- Interactive map of Pithari Taverna

Restaurant information
- Established: September 2006
- Owners: Tassos and Chrisanthe Stefanopoulos
- Food type: Greek
- Location: 28 Woodbridge Avenue, Highland Park, New Jersey, Middlesex County, New Jersey, New Jersey, 08904, United States
- Website: http://www.thepithari.com/

= Pithari Taverna =

Pithari Taverna is a Greek restaurant located in Highland Park, New Jersey. The restaurant was founded by Tassos and Chrisanthe Stefanopoulo in 2006; the two had gained experience after operating a Greek foods store next door, New Athens Corner.

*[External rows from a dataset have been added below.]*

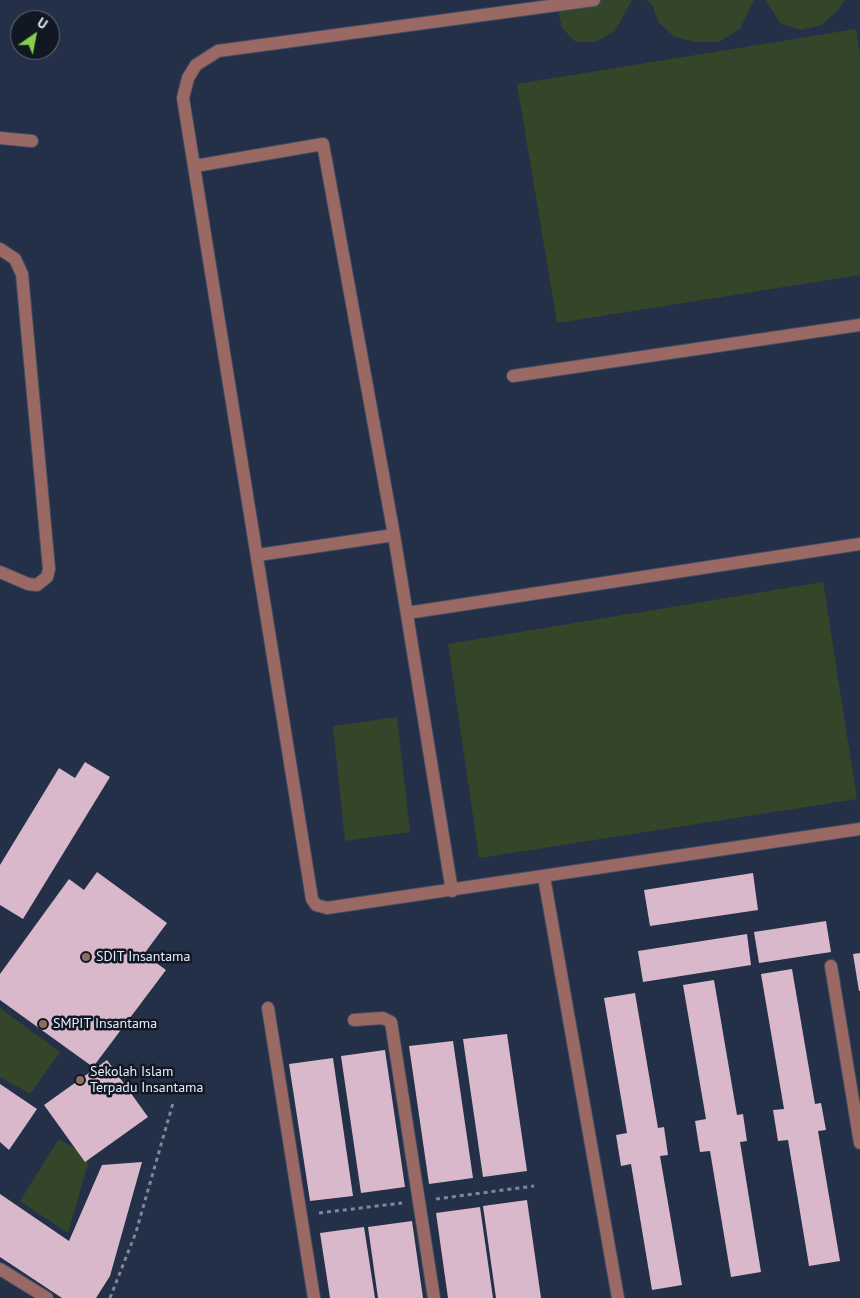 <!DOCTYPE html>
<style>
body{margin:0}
#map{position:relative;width:860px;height:1298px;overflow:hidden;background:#233047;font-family:"PT Sans",sans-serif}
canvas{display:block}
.north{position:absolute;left:10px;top:10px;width:50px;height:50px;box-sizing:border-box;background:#121823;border:1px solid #666d7a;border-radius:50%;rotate:33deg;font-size:14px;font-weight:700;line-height:20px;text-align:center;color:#e4edfd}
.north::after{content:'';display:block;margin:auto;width:18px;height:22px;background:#87cf4a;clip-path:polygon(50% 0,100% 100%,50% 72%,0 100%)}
</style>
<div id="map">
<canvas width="860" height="1298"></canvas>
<div class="north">U</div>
</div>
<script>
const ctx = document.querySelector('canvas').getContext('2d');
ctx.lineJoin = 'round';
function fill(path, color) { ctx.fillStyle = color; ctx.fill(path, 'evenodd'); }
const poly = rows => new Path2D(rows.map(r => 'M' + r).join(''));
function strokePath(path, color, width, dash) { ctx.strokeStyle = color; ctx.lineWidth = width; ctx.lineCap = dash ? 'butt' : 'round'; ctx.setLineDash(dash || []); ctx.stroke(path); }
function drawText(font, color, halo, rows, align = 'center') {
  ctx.font = font + ' "PT Sans",sans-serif'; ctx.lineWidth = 5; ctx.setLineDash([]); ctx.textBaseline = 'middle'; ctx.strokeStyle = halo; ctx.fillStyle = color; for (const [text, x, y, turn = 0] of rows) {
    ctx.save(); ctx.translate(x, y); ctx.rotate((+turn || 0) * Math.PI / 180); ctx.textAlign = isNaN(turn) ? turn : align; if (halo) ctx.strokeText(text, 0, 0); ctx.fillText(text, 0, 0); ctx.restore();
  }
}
const green = poly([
 [541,0,632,0,615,31,596,42,576,42,562,28,558,8],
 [647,0,754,0,740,29,719,42,696,42,675,37,659,23,652,5],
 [766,0,845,0,839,9,822,25,800,30,780,23],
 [856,29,860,56,860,275,557,323,517,84],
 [823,582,857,799,479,858,448,644],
 [397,717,410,832,345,841,333,726],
 [0,1008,60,1052,30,1094,0,1077],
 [59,1139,90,1157,68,1233,20,1201]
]);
const building = poly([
 [85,762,110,777,23,919,0,905,0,865,59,768,75,778],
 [97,872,167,923,144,954,166,970,93,1067,0,1000,0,974,69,879,84,890],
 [753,873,758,910,650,926,644,890],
 [826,921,831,952,759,963,754,932],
 [747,934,751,965,643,982,638,951],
 [860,953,860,991,859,991,853,954],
 [792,969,815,1104,821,1103,826,1130,818,1131,840,1261,809,1266,788,1140,778,1141,773,1110,784,1109,761,974],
 [714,980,737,1115,743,1114,747,1141,740,1142,761,1272,731,1277,710,1151,700,1152,695,1121,706,1119,683,985],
 [635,993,658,1128,664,1127,668,1155,660,1156,682,1285,652,1290,631,1164,621,1166,616,1135,627,1133,604,998],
 [507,1034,527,1171,483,1177,463,1039],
 [453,1041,473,1178,429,1184,409,1046],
 [385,1050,405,1187,361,1193,341,1056],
 [333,1058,353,1196,310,1201,289,1064],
 [107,1060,148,1117,85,1162,44,1105],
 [0,1084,37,1109,9,1150,0,1142],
 [142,1162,110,1276,96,1298,62,1298,0,1257,0,1194,69,1241,102,1165],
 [527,1200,541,1298,496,1298,483,1206],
 [480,1207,493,1298,448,1298,436,1213],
 [412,1221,423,1298,378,1298,368,1227],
 [364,1227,375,1298,330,1298,320,1233]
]);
const path = poly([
 [436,1199,534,1186],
 [319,1213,402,1203],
 [110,1298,136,1232,173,1103]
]);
const minor = poly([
 [594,0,218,51,196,65,188,78,183,98,312,899,316,905,327,908,860,829],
 [0,138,32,141],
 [195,166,323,144,394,535,452,891],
 [0,249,15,259,22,274,49,569,47,577,37,585,28,584,0,572],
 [513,376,860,325],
 [258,555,394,535],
 [407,613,860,544],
 [544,877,618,1298],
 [831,966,860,1143],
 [268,1008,314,1298],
 [354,1020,383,1018,391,1022,434,1298],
 [0,1269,47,1298]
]);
const markers = [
 [86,957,5,"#8d6e63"],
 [43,1024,5,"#8d6e63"],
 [80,1080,5,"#8d6e63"]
];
const poiNames = [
 ["SDIT Insantama",96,957],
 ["SMPIT Insantama",53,1024],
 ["Sekolah Islam",90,1072],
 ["Terpadu Insantama",90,1088]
];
fill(green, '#34462a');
fill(building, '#d9b8cc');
strokePath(minor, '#424e64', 14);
strokePath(path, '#7d889c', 3, [4, 4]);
strokePath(minor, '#9b6964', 12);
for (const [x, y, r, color] of markers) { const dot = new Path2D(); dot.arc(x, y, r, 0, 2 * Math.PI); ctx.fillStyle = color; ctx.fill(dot); strokePath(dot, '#121823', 2); }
drawText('14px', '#e4edfd', '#121823', poiNames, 'left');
</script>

Reception of the restaurant included multiple favorable reviews in The Star-Ledger, the New Jersey section of The New York Times, and New Jersey Monthly.

==History==
The restaurant was founded by Tassos and Chrisanthe Stefanopoulos. They gained experience in the food industry by operating a Greek foods shop, called New Athens Corner, and opened the establishment next door in September 2006. The indoor dining room of the facility sat 60 people in 2007. Tassos Stefanopoulos commented to The Star-Ledger on the opening of the restaurant in 2006 that he wished to share the tradition of Greek cuisine with others.

==Cuisine==
The establishment is a neighborhood restaurant; Greek food is prepared in the form of an open kitchen. Dishes include "grilled octopus in oil, vinegar and oregano ... lamb-and-orzo casserole sealed with Greek cheese and baked" and "yogurt with nuts and honey". Eggplant is a frequent ingredient on the menu at the restaurant. "Ultimate Greek Spread" dishes include "dolmades (grape leaves), tzatziki (yogurt-based sauce), taramosalata (caviar dip), and melitzanosalata (eggplant)". For the recommended seafood option, the restaurant displays the "catch of the day", on ice in the dining room.

==Reception==
In November 2006, The Star-Ledger highlighted Pithari Taverna as a local Greek restaurant and among "favorite places to eat" in Highland Park, New Jersey. In a December 2006 review of the restaurant for The Star-Ledger, Peter Genovese commented, "The appearance of a Greek restaurant is welcome news enough; the fact that Pithari Taverna serves up top-notch food in a colorful, casual setting is cause for celebration, with or without a bouzouki." A 2007 review in The New York Times included the restaurant in a piece, "Standouts Among the Year's Best", giving the restaurant a rating of "very good". Zagat Survey listed Pithari Taverna as "top listed" in "Greek Tops".